**DESCRIPTION OF THE TASK:**
Go through the data line by line from the top, retyping each exactly, and end with the line that contains "0 #715598) drop-shadow(-1px".
· · · · ·
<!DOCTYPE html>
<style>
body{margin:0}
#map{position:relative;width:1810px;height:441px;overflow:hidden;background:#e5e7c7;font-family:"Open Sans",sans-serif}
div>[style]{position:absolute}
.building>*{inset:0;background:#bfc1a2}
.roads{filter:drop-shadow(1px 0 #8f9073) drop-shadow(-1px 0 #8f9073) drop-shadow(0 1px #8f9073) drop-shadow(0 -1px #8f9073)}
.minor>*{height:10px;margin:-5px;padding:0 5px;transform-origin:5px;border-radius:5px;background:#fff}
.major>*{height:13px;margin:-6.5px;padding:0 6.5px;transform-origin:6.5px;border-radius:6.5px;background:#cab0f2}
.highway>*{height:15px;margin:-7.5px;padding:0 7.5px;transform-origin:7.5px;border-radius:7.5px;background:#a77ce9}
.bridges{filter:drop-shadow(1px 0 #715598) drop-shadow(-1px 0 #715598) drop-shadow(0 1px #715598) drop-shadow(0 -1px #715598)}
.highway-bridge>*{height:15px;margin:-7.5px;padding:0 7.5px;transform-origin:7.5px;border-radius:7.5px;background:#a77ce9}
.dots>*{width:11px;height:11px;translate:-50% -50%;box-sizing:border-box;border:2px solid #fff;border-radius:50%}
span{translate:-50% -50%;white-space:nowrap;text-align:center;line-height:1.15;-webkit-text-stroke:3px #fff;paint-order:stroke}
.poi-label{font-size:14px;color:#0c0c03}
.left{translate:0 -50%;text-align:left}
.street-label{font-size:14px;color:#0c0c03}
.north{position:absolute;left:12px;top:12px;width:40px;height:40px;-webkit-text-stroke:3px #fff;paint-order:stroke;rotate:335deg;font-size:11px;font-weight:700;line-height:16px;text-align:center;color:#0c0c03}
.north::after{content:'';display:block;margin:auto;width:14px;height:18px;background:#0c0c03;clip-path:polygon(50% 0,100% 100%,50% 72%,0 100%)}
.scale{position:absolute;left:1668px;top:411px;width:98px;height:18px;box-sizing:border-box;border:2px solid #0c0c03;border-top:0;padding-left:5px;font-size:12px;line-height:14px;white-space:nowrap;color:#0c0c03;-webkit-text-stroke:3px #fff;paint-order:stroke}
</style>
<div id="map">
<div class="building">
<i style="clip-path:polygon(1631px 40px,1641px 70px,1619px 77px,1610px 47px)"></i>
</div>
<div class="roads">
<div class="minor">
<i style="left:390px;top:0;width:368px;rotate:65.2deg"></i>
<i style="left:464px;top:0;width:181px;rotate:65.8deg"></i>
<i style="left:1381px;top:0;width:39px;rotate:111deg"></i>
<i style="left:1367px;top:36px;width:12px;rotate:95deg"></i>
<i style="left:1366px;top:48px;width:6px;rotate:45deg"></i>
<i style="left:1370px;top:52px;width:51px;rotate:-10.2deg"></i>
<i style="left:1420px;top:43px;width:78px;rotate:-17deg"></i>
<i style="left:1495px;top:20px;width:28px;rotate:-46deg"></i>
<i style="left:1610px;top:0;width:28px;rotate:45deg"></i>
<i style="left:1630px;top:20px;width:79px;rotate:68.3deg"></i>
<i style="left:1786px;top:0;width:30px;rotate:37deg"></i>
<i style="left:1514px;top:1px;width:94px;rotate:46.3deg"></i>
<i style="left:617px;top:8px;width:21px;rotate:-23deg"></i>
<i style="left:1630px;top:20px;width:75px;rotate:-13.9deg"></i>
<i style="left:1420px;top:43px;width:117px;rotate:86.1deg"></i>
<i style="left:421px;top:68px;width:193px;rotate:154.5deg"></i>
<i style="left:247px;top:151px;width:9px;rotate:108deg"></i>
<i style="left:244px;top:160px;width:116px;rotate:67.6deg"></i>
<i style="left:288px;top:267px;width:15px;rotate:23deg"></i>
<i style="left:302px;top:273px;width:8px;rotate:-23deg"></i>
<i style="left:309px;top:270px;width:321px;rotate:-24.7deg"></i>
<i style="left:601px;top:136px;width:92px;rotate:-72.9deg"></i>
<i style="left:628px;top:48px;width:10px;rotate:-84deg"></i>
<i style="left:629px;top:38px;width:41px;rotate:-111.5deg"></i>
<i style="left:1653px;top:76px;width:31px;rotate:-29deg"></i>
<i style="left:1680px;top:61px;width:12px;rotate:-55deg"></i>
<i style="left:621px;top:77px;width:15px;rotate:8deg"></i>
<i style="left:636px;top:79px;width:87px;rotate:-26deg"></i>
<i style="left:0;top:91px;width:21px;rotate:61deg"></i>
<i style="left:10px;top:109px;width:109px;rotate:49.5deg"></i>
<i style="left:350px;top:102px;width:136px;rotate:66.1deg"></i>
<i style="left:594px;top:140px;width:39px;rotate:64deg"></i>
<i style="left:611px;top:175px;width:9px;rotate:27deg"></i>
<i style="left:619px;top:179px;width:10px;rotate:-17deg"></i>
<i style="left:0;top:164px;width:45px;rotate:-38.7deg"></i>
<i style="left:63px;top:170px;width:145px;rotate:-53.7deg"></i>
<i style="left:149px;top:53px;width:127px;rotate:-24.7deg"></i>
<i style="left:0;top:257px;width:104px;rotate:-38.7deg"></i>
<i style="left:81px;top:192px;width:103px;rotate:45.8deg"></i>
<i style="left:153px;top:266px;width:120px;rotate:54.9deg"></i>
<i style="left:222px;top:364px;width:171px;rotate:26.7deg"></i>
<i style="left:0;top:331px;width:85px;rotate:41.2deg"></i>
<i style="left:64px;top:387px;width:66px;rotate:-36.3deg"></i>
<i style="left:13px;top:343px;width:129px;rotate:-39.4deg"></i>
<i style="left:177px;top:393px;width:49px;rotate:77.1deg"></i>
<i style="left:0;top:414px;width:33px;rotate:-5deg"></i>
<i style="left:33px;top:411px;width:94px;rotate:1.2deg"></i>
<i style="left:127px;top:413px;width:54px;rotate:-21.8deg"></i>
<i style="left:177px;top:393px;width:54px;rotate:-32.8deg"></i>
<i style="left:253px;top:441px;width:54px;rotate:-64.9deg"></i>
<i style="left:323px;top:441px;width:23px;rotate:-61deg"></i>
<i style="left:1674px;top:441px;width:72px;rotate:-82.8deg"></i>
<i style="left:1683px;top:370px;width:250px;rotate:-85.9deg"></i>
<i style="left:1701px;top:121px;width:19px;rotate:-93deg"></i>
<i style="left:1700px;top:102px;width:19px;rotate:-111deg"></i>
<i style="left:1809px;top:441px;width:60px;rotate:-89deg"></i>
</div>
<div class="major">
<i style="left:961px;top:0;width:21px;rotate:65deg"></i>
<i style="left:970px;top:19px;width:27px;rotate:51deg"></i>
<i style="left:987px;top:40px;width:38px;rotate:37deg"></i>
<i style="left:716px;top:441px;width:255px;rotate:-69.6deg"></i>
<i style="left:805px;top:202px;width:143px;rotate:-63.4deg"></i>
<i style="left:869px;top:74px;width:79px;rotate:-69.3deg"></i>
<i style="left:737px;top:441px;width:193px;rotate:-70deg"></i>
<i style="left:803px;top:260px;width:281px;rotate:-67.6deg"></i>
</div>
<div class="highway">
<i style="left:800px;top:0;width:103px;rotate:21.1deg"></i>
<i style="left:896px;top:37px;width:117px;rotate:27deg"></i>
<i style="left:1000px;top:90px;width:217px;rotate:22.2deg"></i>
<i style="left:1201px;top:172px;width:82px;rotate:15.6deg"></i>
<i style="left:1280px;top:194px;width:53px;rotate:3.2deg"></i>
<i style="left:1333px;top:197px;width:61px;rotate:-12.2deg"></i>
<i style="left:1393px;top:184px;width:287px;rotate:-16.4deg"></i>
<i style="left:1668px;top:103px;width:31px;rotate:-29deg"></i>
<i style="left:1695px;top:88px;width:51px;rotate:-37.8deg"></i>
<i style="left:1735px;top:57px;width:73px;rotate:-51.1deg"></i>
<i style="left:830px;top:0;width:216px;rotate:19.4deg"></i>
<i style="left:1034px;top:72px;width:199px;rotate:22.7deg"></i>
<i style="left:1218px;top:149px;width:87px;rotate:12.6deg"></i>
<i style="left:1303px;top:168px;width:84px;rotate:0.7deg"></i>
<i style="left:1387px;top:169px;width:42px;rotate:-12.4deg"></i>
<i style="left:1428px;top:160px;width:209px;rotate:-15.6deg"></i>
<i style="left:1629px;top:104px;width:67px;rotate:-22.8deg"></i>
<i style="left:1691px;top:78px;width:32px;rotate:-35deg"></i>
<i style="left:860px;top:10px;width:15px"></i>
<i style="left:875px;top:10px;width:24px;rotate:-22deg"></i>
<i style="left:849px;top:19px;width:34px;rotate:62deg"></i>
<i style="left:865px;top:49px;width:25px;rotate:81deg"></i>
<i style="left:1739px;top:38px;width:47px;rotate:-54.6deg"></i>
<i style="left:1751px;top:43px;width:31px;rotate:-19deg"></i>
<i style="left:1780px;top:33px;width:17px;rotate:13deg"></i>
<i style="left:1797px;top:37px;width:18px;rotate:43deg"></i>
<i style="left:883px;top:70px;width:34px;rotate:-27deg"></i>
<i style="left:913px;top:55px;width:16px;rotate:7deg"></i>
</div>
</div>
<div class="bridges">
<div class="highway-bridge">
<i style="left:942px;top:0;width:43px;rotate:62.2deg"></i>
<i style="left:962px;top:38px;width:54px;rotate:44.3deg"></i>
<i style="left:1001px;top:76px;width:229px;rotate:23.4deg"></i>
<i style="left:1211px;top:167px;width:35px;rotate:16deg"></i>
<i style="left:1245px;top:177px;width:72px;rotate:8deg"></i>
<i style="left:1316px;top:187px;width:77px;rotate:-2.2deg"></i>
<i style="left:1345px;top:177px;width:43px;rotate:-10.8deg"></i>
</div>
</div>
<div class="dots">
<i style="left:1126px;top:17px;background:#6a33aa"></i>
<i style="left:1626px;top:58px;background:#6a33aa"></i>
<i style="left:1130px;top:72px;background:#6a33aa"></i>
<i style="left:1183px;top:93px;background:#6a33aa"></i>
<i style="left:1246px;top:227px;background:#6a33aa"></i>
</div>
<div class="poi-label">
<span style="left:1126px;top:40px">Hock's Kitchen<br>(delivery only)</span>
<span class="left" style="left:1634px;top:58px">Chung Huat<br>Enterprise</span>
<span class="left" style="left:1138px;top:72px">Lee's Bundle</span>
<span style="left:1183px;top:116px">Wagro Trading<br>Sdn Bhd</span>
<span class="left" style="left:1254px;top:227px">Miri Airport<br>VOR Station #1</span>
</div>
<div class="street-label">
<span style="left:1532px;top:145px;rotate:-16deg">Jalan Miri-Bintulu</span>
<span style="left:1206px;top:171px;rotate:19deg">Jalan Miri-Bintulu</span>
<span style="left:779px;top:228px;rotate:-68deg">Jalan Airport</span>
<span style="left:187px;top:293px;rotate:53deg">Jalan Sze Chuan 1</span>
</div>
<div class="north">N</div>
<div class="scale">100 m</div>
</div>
· · · · ·
**OUTPUT OF THE EXERCISE:**
<!DOCTYPE html>
<style>
body{margin:0}
#map{position:relative;width:1810px;height:441px;overflow:hidden;background:#e5e7c7;font-family:"Open Sans",sans-serif}
div>[style]{position:absolute}
.building>*{inset:0;background:#bfc1a2}
.roads{filter:drop-shadow(1px 0 #8f9073) drop-shadow(-1px 0 #8f9073) drop-shadow(0 1px #8f9073) drop-shadow(0 -1px #8f9073)}
.minor>*{height:10px;margin:-5px;padding:0 5px;transform-origin:5px;border-radius:5px;background:#fff}
.major>*{height:13px;margin:-6.5px;padding:0 6.5px;transform-origin:6.5px;border-radius:6.5px;background:#cab0f2}
.highway>*{height:15px;margin:-7.5px;padding:0 7.5px;transform-origin:7.5px;border-radius:7.5px;background:#a77ce9}
.bridges{filter:drop-shadow(1px 0 #715598) drop-shadow(-1px 0 #715598) drop-shadow(0 1px #715598) drop-shadow(0 -1px #715598)}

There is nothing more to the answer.